An Axiomatic Approach to Model-Agnostic Concept Explanations
摘要
评审与讨论
In this paper, authors propose a method for concept explanations that satisfy three axioms. Such explanation is verified to provide insights into model selection, optimizer selection, and model improvement.
优点
- Concept explanation is an important direction in explainable AI research.
- It is interesting to connect the proposed method with existing methods including TCAV.
缺点
- It seems that the proposed method is only applicable to datasets with pre-defined concept annotations c(x).
- Though authors show some connections between the proposed method and two existing methods, there still lacks baseline comparisons in the experiment part. For example, why not compare the proposed method with existing methods (such as [cite 1,2]) for model improvement.
- As typical concept explanations usually provide visualizations of extracted concepts. It will help a lot if authors also provide such visualizations, and compare their method with existing concept explanations from this perspective.
[cite 1] This Looks Like That: Deep Learning for Interpretable Image Recognition (NeurIPS 2019)
[cite 2] Concept-level Debugging of Part-Prototype Networks (ICLR 2023)
问题
none
We thank the review for their review, please see our responses below.
-
Note that the proposed method is not only applicable to datasets with pre-defined concept annotations. In Section 5.3 we discussed how to automatically label concepts.
-
Thank you for the references you provided, we will add them in future versions of the paper. However, please note that in this paper, we adopt a black-box approach and intentionally avoid limiting ourselves to neural networks. In the related work section, specifically at the end of the paragraph discussing "concept-based explanations", we discussed papers where concepts constitute part of the model’s hidden representation, similar to [cite 1] and [cite 2].
-
We appreciate the reviewer's perspective on the value of visualizations in evaluating XAI methods and understand their importance in certain contexts. However, we hold a different view in this instance. We believe that our approach, which focuses on more quantifiable and objective metrics, offers a complementary perspective to the prevalent use of visualizations. This approach, we argue, adds to the diversity of evaluation methods in the field and strengthens the paper by providing an alternative lens through which XAI methods can be assessed.

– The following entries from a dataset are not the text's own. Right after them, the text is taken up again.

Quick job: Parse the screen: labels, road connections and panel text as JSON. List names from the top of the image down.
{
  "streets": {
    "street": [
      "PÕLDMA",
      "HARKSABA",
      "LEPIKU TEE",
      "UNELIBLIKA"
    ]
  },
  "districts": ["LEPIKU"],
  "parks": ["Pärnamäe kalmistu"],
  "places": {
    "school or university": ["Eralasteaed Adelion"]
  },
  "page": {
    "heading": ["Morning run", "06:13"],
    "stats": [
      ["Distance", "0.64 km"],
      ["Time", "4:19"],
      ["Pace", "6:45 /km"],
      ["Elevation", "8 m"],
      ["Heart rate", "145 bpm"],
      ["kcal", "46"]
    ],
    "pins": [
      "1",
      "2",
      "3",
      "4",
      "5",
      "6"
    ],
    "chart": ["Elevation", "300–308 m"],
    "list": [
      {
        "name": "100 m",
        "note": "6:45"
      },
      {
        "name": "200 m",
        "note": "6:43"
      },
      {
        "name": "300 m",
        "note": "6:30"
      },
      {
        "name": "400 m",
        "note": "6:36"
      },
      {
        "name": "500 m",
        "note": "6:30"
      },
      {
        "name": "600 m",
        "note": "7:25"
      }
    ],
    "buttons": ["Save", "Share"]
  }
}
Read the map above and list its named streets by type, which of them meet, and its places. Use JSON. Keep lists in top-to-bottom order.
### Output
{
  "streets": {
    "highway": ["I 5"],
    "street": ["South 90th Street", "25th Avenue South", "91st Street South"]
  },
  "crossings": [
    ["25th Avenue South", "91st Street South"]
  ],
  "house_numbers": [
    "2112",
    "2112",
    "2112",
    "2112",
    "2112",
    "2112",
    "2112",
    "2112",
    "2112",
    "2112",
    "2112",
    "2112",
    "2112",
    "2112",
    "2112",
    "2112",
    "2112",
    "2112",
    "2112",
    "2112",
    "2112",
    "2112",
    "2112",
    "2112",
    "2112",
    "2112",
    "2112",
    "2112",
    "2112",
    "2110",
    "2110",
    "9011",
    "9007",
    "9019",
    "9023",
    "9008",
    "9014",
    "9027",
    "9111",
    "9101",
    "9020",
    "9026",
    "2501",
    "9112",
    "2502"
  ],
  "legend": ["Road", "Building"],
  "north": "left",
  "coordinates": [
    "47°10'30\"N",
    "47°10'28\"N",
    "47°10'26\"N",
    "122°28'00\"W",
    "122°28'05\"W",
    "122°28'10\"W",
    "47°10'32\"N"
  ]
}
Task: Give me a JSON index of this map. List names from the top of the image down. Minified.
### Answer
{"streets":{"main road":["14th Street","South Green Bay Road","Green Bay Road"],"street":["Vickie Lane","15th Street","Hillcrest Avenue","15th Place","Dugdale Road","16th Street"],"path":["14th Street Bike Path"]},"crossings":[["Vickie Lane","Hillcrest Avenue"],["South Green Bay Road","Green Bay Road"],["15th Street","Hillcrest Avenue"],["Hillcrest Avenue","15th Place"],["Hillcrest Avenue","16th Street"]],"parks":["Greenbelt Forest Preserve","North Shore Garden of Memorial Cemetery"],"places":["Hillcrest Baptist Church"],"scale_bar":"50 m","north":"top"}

This paper introduces an axiomatic framework for generating concept-based explanations for a given model. This approach generalizes existing methods, such as TCAV and the completeness score, under specific conditions.
优点
Interpretable and explainable machine learning holds substantial societal implications, warranting its significance as a crucial area of research.
Concept explanation emerges as a compelling avenue within the realm of interpretable machine learning.
The axiomatic approach to concept explanation is interesting and makes sense to me.
缺点
Some assertions within the paper are inaccurate. Specifically, the authors incorrectly categorize SHAP and LIME as model-specific techniques that necessitate white-box access to the model. Contrary to these claims, SHAP and LIME are model-agnostic and can operate on black-box models. They generate explanations by probing the model with varying input combinations to obtain SHAP and LIME scores.
Furthermore, the terminology used in the problem formulation section lacks precision. The term "measure" is ambiguously defined— it is unclear whether it refers to a "score" or "measurement," or to a "measure" in the context of measure theory. A more mathematically rigorous exposition of the problem setting would be beneficial.
While the abstract and the introduction draw a grand picture of a unified approach that encompasses different existing methods, but ultimately only discussed TCAV and completeness-aware explanations in the paper. The proposed measure is also somewhat similar to how [1] parameterizes a self-explaining neural network (e.g., the product of h(x) and c(x)).
Additional points of concern include: (1) the assertion that the proposed approach subsumes TCAV is not entirely accurate. According to Theorem 4.2, it approximates TCAV in an asymptotic sense rather than subsuming it exactly. (2) The claim that the approach unifies TCAV and completeness-aware explanations is also not entirely precise. Specifically, the class-conditioned variant of the proposed method is linearly correlated with a subset of the completeness score, while its concept-conditioned variant approximates the continuous case of TCAV.
From Section 3, it seems the proposed approach is limited to binary classification. This is a limitation. Would it be generalizable to other cases, e.g., multi-class classification?
Another significant issue that I have is the absence of comparative results with baseline methods. Unless I overlooked it, the paper does not present any performance metrics juxtaposed with at least TCAV and completeness-aware explanations. Such comparative analysis is essential for rigorously assessing the technical and empirical merits of the proposed approach. Without it, evaluating the method's substantive contribution becomes challenging.
[1] Towards Robust Interpretability with Self-Explaining Neural Networks. NeurIPS 2018.
问题
Would it be generalizable to other cases, e.g., multi-class classification?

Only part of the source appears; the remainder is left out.